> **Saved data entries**

************

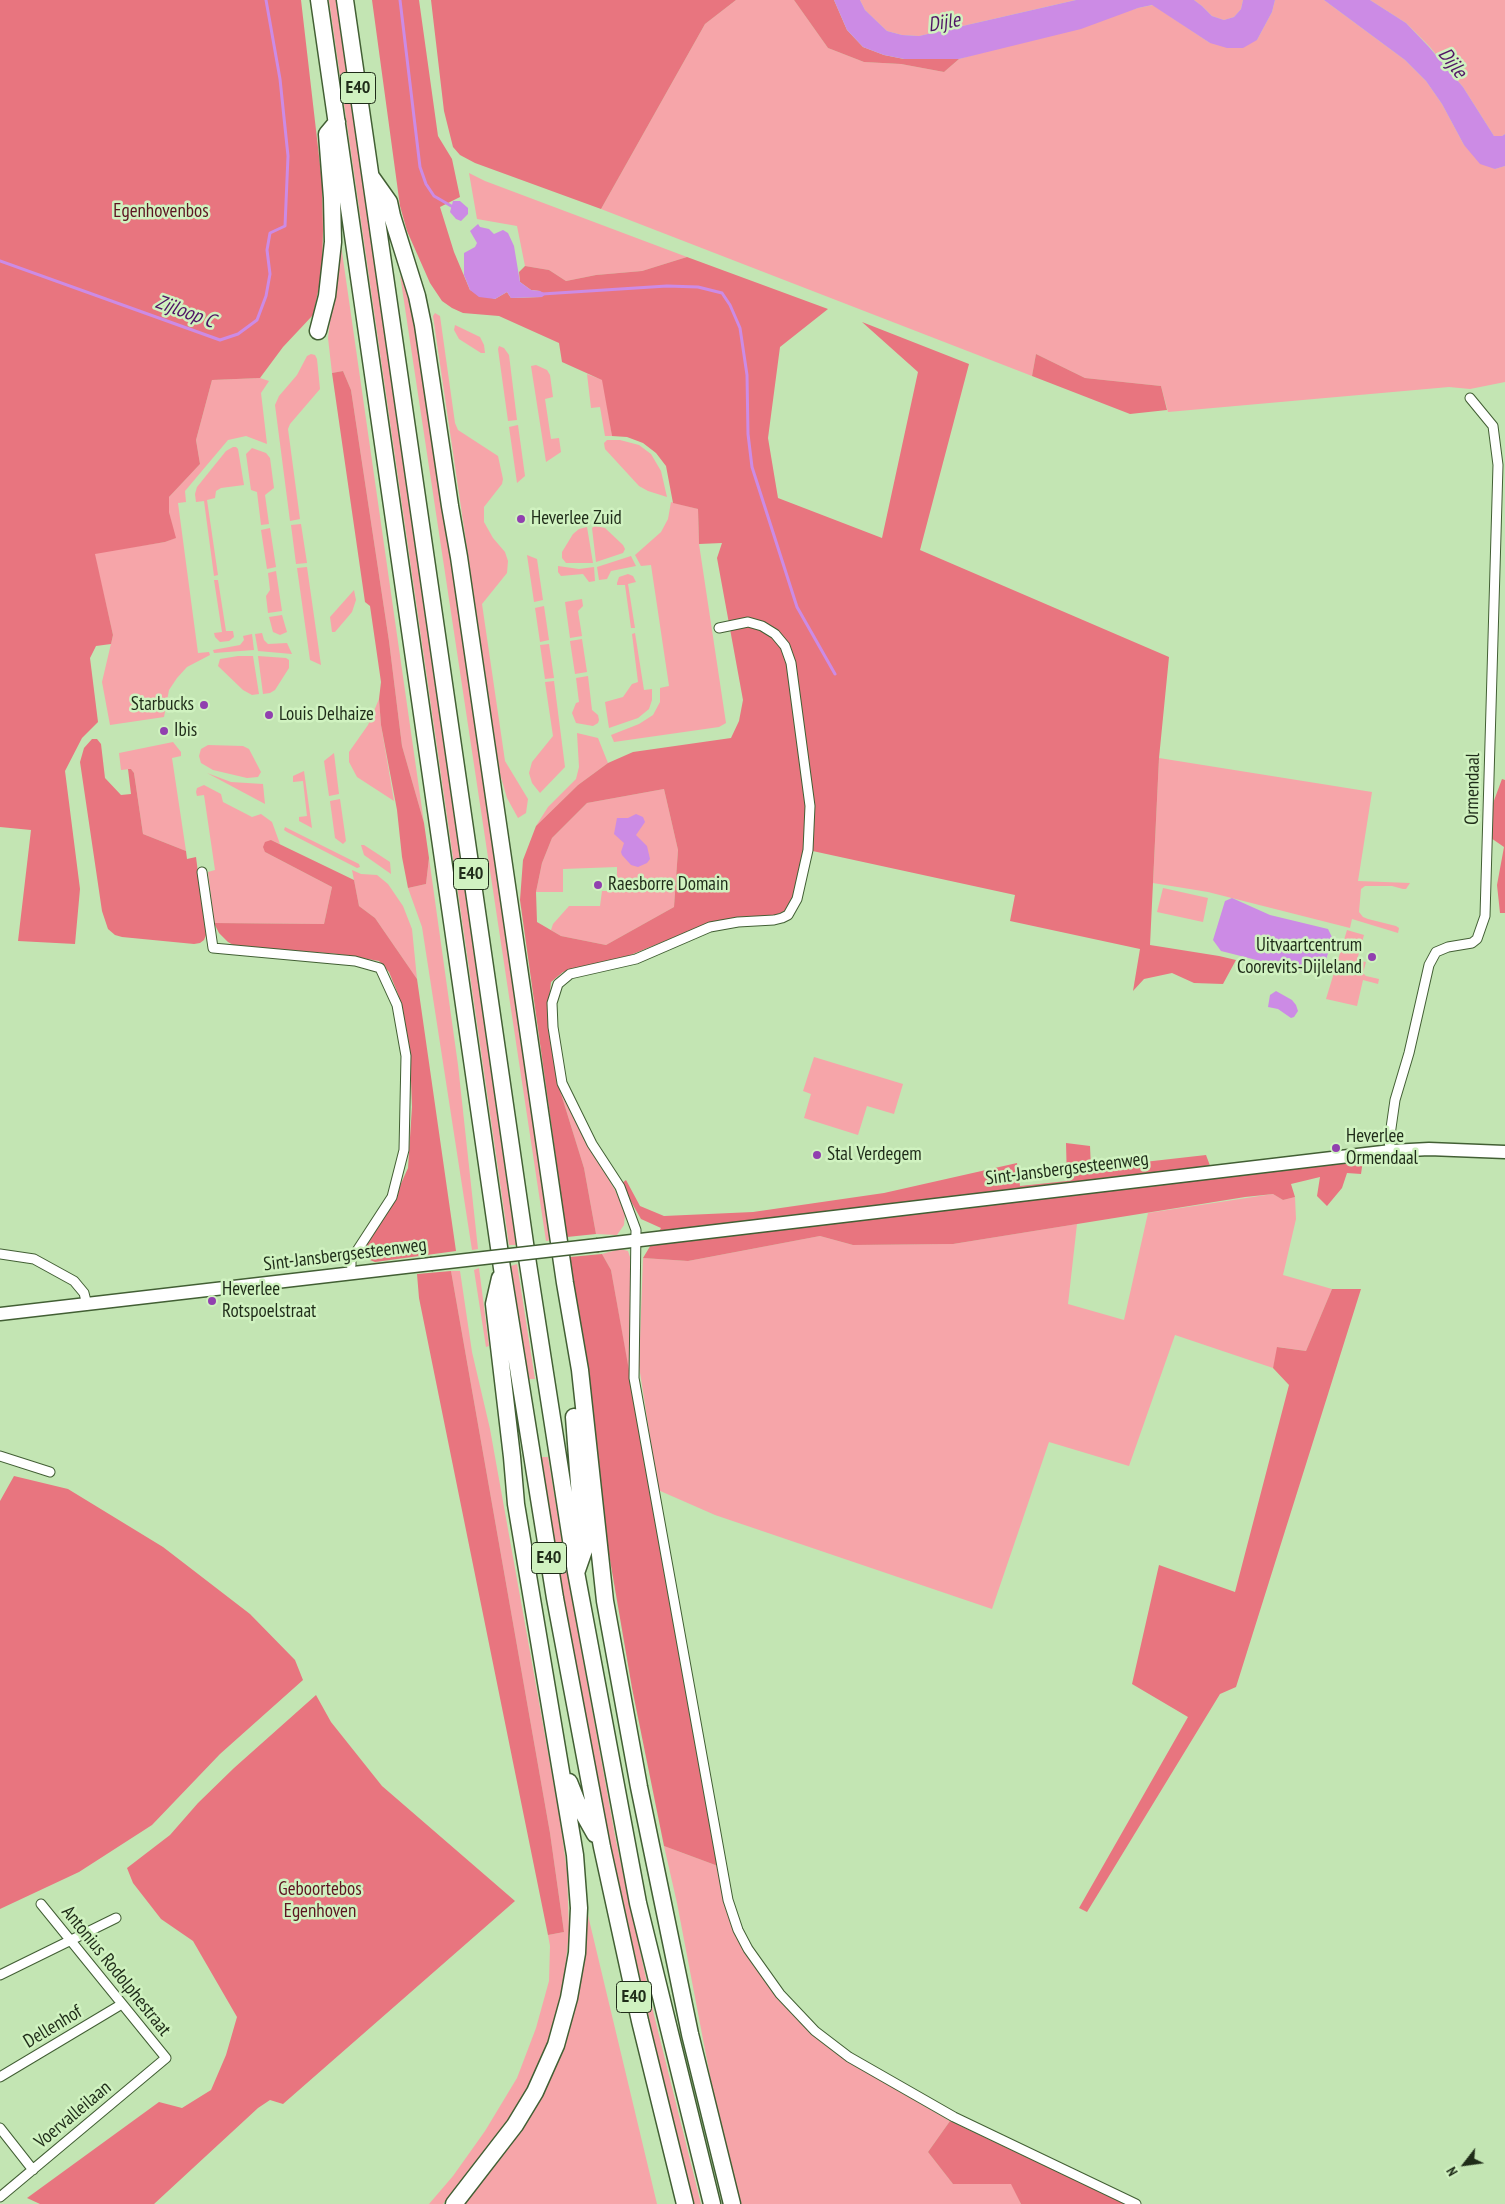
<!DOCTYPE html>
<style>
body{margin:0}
#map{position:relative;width:1505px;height:2204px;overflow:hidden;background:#c3e5b3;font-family:"PT Sans Narrow",sans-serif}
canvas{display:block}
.north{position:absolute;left:1440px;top:2139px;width:50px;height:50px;-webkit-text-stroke:4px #d0f2c0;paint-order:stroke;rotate:240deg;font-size:14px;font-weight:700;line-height:20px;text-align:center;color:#1f2c19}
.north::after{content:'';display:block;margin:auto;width:18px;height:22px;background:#1f2c19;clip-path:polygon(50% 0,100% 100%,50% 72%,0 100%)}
</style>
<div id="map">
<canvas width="1505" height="2204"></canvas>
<div class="north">N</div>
</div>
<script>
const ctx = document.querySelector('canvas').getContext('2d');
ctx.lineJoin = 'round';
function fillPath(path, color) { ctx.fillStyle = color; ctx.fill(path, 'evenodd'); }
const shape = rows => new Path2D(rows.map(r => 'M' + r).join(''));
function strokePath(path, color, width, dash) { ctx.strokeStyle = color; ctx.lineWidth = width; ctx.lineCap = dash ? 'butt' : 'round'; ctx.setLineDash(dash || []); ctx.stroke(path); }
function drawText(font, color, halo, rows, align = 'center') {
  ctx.font = font + ' "PT Sans Narrow",sans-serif'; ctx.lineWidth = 5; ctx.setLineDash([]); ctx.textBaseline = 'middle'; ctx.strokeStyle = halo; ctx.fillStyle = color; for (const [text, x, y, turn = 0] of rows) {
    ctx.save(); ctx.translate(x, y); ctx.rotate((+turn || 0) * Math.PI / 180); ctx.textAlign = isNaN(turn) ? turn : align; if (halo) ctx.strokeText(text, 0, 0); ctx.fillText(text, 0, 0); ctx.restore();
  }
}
fillPath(shape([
 [329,0,336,0,516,1245,509,1245],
 [736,0,794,0,828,48,864,62,901,64,944,72,959,59,1138,8,1153,5,1210,43,1257,40,1272,12,1275,0,1324,0,1405,60,1426,81,1442,104,1464,145,1495,169,1505,166,1505,382,1470,389,1449,387,1168,412,1161,386,1085,378,1036,354,1032,376,601,209,705,24],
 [860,0,1076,0,919,36,902,35,887,31,865,10],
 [1194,0,1243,0,1241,9,1234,17,1224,20,1212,16,1202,6],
 [1370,0,1505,0,1505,134,1502,136,1494,136,1463,87,1430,47,1406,23],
 [469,173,485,181,687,257,642,271,596,275,566,281,549,270,525,266,517,226,477,219],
 [340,238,424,823,402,746,389,641,351,390,343,371,332,373,328,338],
 [400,275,412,301,420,333,552,1240,546,1241],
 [435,313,440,316,455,423,458,430,498,456,503,479,502,484,484,507,484,522,493,538,505,552,508,561,507,573,482,604,505,761,528,799,526,813,518,818,507,798,500,774,433,316],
 [455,325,480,337,484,345,485,353,481,353,459,339,454,330],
 [499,346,504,348,509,355,517,420,508,421,498,349],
 [311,354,315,355,317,359,320,389,290,424,288,429,300,519,290,521,275,405,279,396,297,375,307,356],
 [536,365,547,370,550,375,553,397,545,399,551,439,559,438,561,452,546,462,531,366],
 [587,374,603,380,612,436,605,436,600,407,591,408],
 [260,378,269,381,261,393,267,444,246,436,228,440,185,491,186,502,178,503,198,653,209,652,210,655,187,667,177,678,169,690,164,717,110,725,102,682,113,635,94,553,165,542,175,538,169,512,169,497,200,464,196,440,212,380],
 [518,425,525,476,517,483,509,427],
 [607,440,620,440,639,445,651,454,661,471,667,497,648,491,639,486,605,449,604,443],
 [233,447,236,447,238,449,244,485,221,488,216,491,215,498,207,500,218,575,214,576,204,501,196,502,195,494,197,487,226,451],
 [252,448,266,453,270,458,274,488,265,495,269,524,261,525,257,492,251,490,246,454],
 [671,502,698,509,699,544,726,723,719,727,614,742,611,735,639,724,653,715,660,702,660,688,669,686,651,565,641,566,635,555,661,532,668,519],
 [301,524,307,563,296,564,291,525],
 [595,526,605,528,623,545,625,549,623,553,596,562,592,528],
 [587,527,593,563,566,563,562,558,562,552,573,534,579,529],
 [270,528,276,567,267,569,261,530],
 [527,555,537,559,543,600,534,602],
 [631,556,636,566,611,571,607,579,599,580,597,567],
 [558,566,579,569,594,567,595,581,589,582,583,574,561,576,558,572],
 [307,567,321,665,310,660,297,568],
 [276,571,282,611,268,613,266,596,270,590,268,573],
 [628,574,633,576,636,582,628,584,635,628,631,628,625,585,617,585,617,583,619,577],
 [214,580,218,580,226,631,233,631,234,637,229,641,220,642,215,637,214,633,222,632],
 [354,590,356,600,352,612,335,632,332,632,330,617],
 [582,599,583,606,578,611,582,636,570,638,565,602],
 [544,606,549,640,540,642,535,608],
 [282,615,287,632,280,635,273,632,269,617],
 [262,633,264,640,268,644,287,643,292,654,258,651,255,634],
 [635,633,644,690,652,689,652,700,649,709,638,718,609,728,605,702,623,697,632,684,638,682,632,634],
 [252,634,254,650,214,653,213,650,240,645,244,640,243,636],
 [582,639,587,672,575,674,570,641],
 [549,644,554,678,545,679,540,645],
 [238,656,253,656,259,694,252,695,243,690,218,666,220,659],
 [258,656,286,658,289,660,289,668,275,690,270,693,263,694],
 [588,676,592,710,598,715,599,720,598,723,593,726,576,723,572,713,576,703,579,702,576,678],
 [554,681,565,767,540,793,532,783,529,773,532,762,553,736,545,682],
 [379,699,381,725,394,801,357,777,349,762,349,752,368,725],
 [577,733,598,738,608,763,578,785,536,826,548,807,576,779,579,767],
 [173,742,181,752,181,756,172,758,186,851,143,834,134,773,131,769,121,770,119,753],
 [208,745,243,746,249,749,261,772,258,777,247,778,213,770,201,763,199,756,201,749],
 [334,753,339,794,329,796,324,761],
 [1159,758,1372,792,1358,881,1410,883,1406,889,1403,889,1392,886,1365,886,1361,889,1359,912,1363,917,1368,919,1396,926,1399,928,1398,933,1352,919,1350,928,1208,892,1153,883],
 [304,771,312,828,299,821,299,817,307,816,303,781,293,782,293,776],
 [207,773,231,782,263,784,265,804],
 [204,785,221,794,223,802,252,817,261,814,272,822,280,844,271,840,265,852,332,887,324,924,214,923,208,872,215,870,204,795,197,796,196,792,197,788],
 [664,789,678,850,674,907,606,945,561,936,551,930,553,924,569,906,600,906,602,891,617,891,617,867,563,869,563,892,536,892,542,863,552,838,587,803],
 [340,799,346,841,343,844,335,838,330,801],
 [285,827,359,864,360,867,357,868,287,832,284,830],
 [361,845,364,845,390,862,391,874,364,855],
 [429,858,458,1065,478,1249,472,1250,422,927,408,888,426,884],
 [352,870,361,874,377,875,388,884,403,906,412,929,417,979,375,918,359,906],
 [1163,888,1208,898,1203,922,1157,912],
 [1347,930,1364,935,1357,960,1366,962,1363,973,1366,976,1379,979,1378,984,1363,980,1357,1006,1326,999],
 [814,1057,903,1084,894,1114,867,1106,858,1135,804,1118,811,1094,803,1091],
 [558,1084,579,1129,615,1190,625,1213,624,1225,617,1235,596,1234,584,1168],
 [1273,1194,1283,1200,1295,1197,1296,1219,1283,1275,1332,1289,1306,1351,1278,1347,1273,1368,1175,1335,1129,1466,1049,1442,992,1609,715,1515,658,1490,639,1366,643,1258,688,1261,820,1236,853,1245,953,1244,1077,1224,1068,1304,1124,1320,1148,1213],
 [620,1249,628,1251,630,1257,630,1378,611,1270,602,1254],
 [517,1264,535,1379,529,1379,511,1266],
 [479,1268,489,1346,486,1347,474,1270],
 [451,1271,460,1271,472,1352,490,1429,560,1819,567,1872,569,1932,563,1989,551,2035,533,2079,491,2147,443,2204,429,2204,453,2176,485,2131,517,2078,536,2028,549,1981,550,1946,548,1935,564,1932,550,1833],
 [541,1457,548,1457,571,1594,616,1841,654,2015,701,2204,693,2204,677,2144,610,1842,563,1595],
 [664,1846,718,1866,746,1953,776,1996,814,2036,846,2060,950,2121,928,2152,953,2184,1012,2184,1021,2204,740,2204,718,2118,677,1903],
 [586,1907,657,2204,462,2204,530,2112]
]), '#f6a5a9');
fillPath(shape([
 [0,0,301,0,322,182,323,230,322,273,313,315,283,347,260,378,212,380,196,440,200,464,169,497,169,512,176,538,165,542,95,554,113,635,111,644,96,646,90,658,98,722,82,738,65,771,80,889,75,944,18,941,31,830,0,827],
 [372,0,419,0,438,136,452,159,460,197,440,207,454,252,470,290,495,299,507,292,511,298,542,297,540,291,531,290,520,282,519,272,525,266,549,270,566,281,596,275,642,271,687,257,828,309,780,347,768,438,778,498,882,538,918,372,862,322,969,364,920,550,1169,657,1159,758,1150,945,1219,956,1236,960,1223,984,1194,983,1172,973,1144,979,1133,991,1140,949,1010,921,1015,895,808,850,804,847,791,904,787,910,773,916,737,917,709,923,628,956,563,972,551,982,548,1009,558,1084,584,1168,596,1234,567,1237,520,900,523,860,536,826,578,785,608,763,633,752,731,738,739,721,743,700,717,558,722,543,699,544,698,509,673,503,666,466,656,453,643,443,627,437,612,436,602,380,562,362,559,343,499,316,463,313,452,308,442,301,430,283,407,231,400,206],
 [664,789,678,850,674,907,606,945,561,936,537,922,536,892,542,863,552,838,587,803],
 [431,0,736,0,705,24,601,209,475,163,460,155,453,147,444,111],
 [794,0,834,0,847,30,863,47,884,55,904,59,959,59,944,72,901,64,864,62,828,48],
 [1036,354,1085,378,1161,386,1167,410,1130,414,1032,376],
 [343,371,351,390,389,641,402,746,424,823,429,858,426,884,408,888,402,857,397,810,381,725,379,699,381,682,370,606,365,602,332,373],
 [92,739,97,739,101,744,105,778,121,795,131,794,128,769,131,769,134,773,143,834,186,851,187,859,196,857,206,935,204,940,200,943,194,944,122,937,115,935,108,929,102,911,80,762,84,748],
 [1502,779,1505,780,1505,913,1500,913,1497,885,1504,847,1488,836,1489,814],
 [271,840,354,880,359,906,375,918,417,979,456,1251,375,1262,365,1258,362,1252,365,1243,390,1208,408,1168,412,1107,410,1054,407,1033,398,994,389,972,379,961,338,954,235,946,228,942,219,933,214,923,324,924,332,887,265,852,263,847,265,842],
 [1066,1143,1090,1146,1091,1168,1206,1155,1212,1171,1364,1154,1361,1174,1347,1173,1342,1188,1327,1206,1317,1196,1320,1177,1291,1184,1295,1197,1283,1200,1273,1194,1245,1197,953,1244,853,1245,820,1236,688,1261,643,1258,661,1228,641,1219,621,1184,626,1180,640,1206,664,1216,753,1212,884,1193,1017,1163,1020,1186,1067,1181],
 [602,1254,611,1270,718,1866,664,1846,632,1688,604,1525,570,1257],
 [451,1271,550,1833,564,1932,548,1935,419,1298,417,1274],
 [1332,1289,1361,1289,1236,1687,1220,1694,1087,1912,1079,1908,1188,1717,1132,1684,1159,1565,1235,1592,1289,1385,1273,1368,1277,1347,1306,1351],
 [14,1476,68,1489,163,1547,250,1614,295,1660,303,1680,220,1754,152,1825,79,1872,0,1909,0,1501],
 [316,1695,331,1722,382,1786,515,1901,283,2104,270,2100,258,2108,154,2204,40,2204,27,2198,159,2102,182,2108,211,2090,226,2055,237,2017,193,1941,161,1919,133,1883,127,1868,170,1835,198,1803,234,1768],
 [950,2121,1009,2149,1127,2204,1021,2204,1011,2184,953,2184,928,2152]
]), '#e8757f');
fillPath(shape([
 [834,0,860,0,865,10,887,31,902,35,919,36,1076,0,1194,0,1202,6,1212,16,1224,20,1234,17,1241,9,1243,0,1275,0,1272,12,1257,40,1243,48,1227,48,1210,43,1152,5,1138,8,1081,29,959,59,904,59,884,55,863,47,847,30],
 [1324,0,1370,0,1406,23,1429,47,1463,87,1494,136,1502,136,1505,134,1505,166,1495,169,1480,164,1464,145,1442,104,1426,81,1405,60],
 [453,201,460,201,468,208,468,214,461,221,456,219,450,212],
 [478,224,480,227,489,229,494,234,503,230,508,233,514,246,520,282,531,290,540,291,546,294,542,297,511,298,507,292,495,299,479,297,470,290,464,275,464,253,475,247,477,243,470,231],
 [636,814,643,817,645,822,636,835,647,846,650,859,647,863,638,867,631,865,622,855,621,852,624,843,614,834,617,818,628,818],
 [1232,898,1270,915,1328,929,1333,939,1323,968,1312,974,1221,951,1213,940,1225,901],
 [1276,991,1292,1000,1296,1005,1298,1011,1294,1017,1291,1018,1278,1009,1268,1007,1270,995]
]), '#cc8be5');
strokePath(shape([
 [400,0,420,167,426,184,434,196,453,207],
 [0,261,220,340,238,334,257,320,266,296,270,274,267,250,270,233,285,226,288,156,280,79,266,0],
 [542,294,667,286,698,287,722,293,730,305,740,328,747,375,748,434,752,467,797,607,835,674]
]), '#cc8be5', 3);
const street = shape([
 [719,628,748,622,762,626,775,634,785,646,791,663,810,806,808,850,797,899,788,915,782,918,774,920,738,922,710,927,636,959,570,974,558,984,552,1003,553,1027,562,1083,592,1144,620,1187,636,1230,634,1378,728,1900,738,1930,748,1949,780,1994,815,2031,849,2057,954,2117,1136,2204],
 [202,872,213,948,355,961,380,968,397,1005,406,1056,404,1150,392,1197,351,1260,351,1265],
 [1391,1151,1389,1142,1395,1100,1409,1053,1429,965,1436,952,1448,947,1472,943,1477,939,1485,916,1498,465,1493,426,1470,398],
 [0,1254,34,1259,74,1281,84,1293,87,1305],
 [0,1456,50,1472],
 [0,1975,116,1918],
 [0,2077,122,2004],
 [0,2128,33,2170],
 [0,2197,166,2058,41,1904]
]);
const secondary = shape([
 [598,1245,1391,1151,1429,1149,1505,1152],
 [0,1314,431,1264]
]);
const highway = shape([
 [319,0,502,1268,555,1598,602,1847,640,2021,685,2204],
 [345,0,528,1264,576,1572,638,1903,712,2204],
 [372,178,389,202,392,216,417,296,423,325,450,506,459,557,565,1283,580,1370,605,1601,639,1787,690,2034,732,2204],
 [318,331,327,296,333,242,332,198,327,134,337,122],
 [574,1417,584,1550,577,1570],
 [569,1782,577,1802,595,1834],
 [454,2204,515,2125,535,2092,556,2045,569,1998,577,1953,579,1908,575,1855,516,1504,512,1457,494,1304,500,1278]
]);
strokePath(street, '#425f34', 11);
strokePath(secondary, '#425f34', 15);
strokePath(highway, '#425f34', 19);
strokePath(street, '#fff', 9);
strokePath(secondary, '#fff', 12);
strokePath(highway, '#fff', 16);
const secondaryBridge = shape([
 [431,1264,598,1245]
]);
strokePath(secondaryBridge, '#425f34', 15, []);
strokePath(secondaryBridge, '#fff', 12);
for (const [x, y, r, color] of [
 [521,519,5,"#9140af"],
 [204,705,5,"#9140af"],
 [269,715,5,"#9140af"],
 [164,731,5,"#9140af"],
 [598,885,5,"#9140af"],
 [1372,957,5,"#9140af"],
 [1336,1148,5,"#9140af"],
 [817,1155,5,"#9140af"],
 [212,1301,5,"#9140af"]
]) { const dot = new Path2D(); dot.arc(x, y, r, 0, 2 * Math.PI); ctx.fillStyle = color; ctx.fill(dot); strokePath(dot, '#d0f2c0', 2); }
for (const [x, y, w] of [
 [358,88,35],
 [471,874,35],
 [549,1558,35],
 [634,1997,35]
]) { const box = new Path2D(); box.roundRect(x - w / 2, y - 15.5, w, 31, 4); ctx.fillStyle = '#d0f2c0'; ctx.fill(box); strokePath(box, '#1f2c19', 1); }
drawText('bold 18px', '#1f2c19', null, [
 ["E40",358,88],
 ["E40",471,874],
 ["E40",549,1558],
 ["E40",634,1997]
]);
drawText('19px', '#5c1420', '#d0f2c0', [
 ["Egenhovenbos",161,212],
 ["Geboortebos",320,1890],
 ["Egenhoven",320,1912]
]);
drawText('19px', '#1f2c19', '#d0f2c0', [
 ["Heverlee Zuid",531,519],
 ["Starbucks",194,705,"right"],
 ["Louis Delhaize",279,715],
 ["Ibis",174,731],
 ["Raesborre Domain",608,885],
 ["Uitvaartcentrum",1362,946,"right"],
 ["Coorevits-Dijleland",1362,968,"right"],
 ["Heverlee",1346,1137],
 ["Ormendaal",1346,1159],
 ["Stal Verdegem",827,1155],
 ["Heverlee",222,1290],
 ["Rotspoelstraat",222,1312]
], 'left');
drawText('19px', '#1f2c19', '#d0f2c0', [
 ["Ormendaal",1473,789,-89],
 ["Sint-Jansbergsesteenweg",1067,1169,-7],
 ["Sint-Jansbergsesteenweg",345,1255,-7],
 ["Antonius Rodolphestraat",116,1971,51],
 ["Dellenhof",53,2027,-31],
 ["Voervalleilaan",73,2115,-40]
]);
drawText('italic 20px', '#501465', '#d0f2c0', [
 ["Dijle",944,23,-10],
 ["Dijle",1452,63,52],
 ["Zijloop C",185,312,20]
]);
</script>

************

Retype each line of the data exactly, beginning with the first; include the line containing "const shape = rows" and stop there, skipping every picture.

> **Your solution**
<!DOCTYPE html>
<style>
body{margin:0}
#map{position:relative;width:1505px;height:2204px;overflow:hidden;background:#c3e5b3;font-family:"PT Sans Narrow",sans-serif}
canvas{display:block}
.north{position:absolute;left:1440px;top:2139px;width:50px;height:50px;-webkit-text-stroke:4px #d0f2c0;paint-order:stroke;rotate:240deg;font-size:14px;font-weight:700;line-height:20px;text-align:center;color:#1f2c19}
.north::after{content:'';display:block;margin:auto;width:18px;height:22px;background:#1f2c19;clip-path:polygon(50% 0,100% 100%,50% 72%,0 100%)}
</style>
<div id="map">
<canvas width="1505" height="2204"></canvas>
<div class="north">N</div>
</div>
<script>
const ctx = document.querySelector('canvas').getContext('2d');
ctx.lineJoin = 'round';
function fillPath(path, color) { ctx.fillStyle = color; ctx.fill(path, 'evenodd'); }
const shape = rows => new Path2D(rows.map(r => 'M' + r).join(''));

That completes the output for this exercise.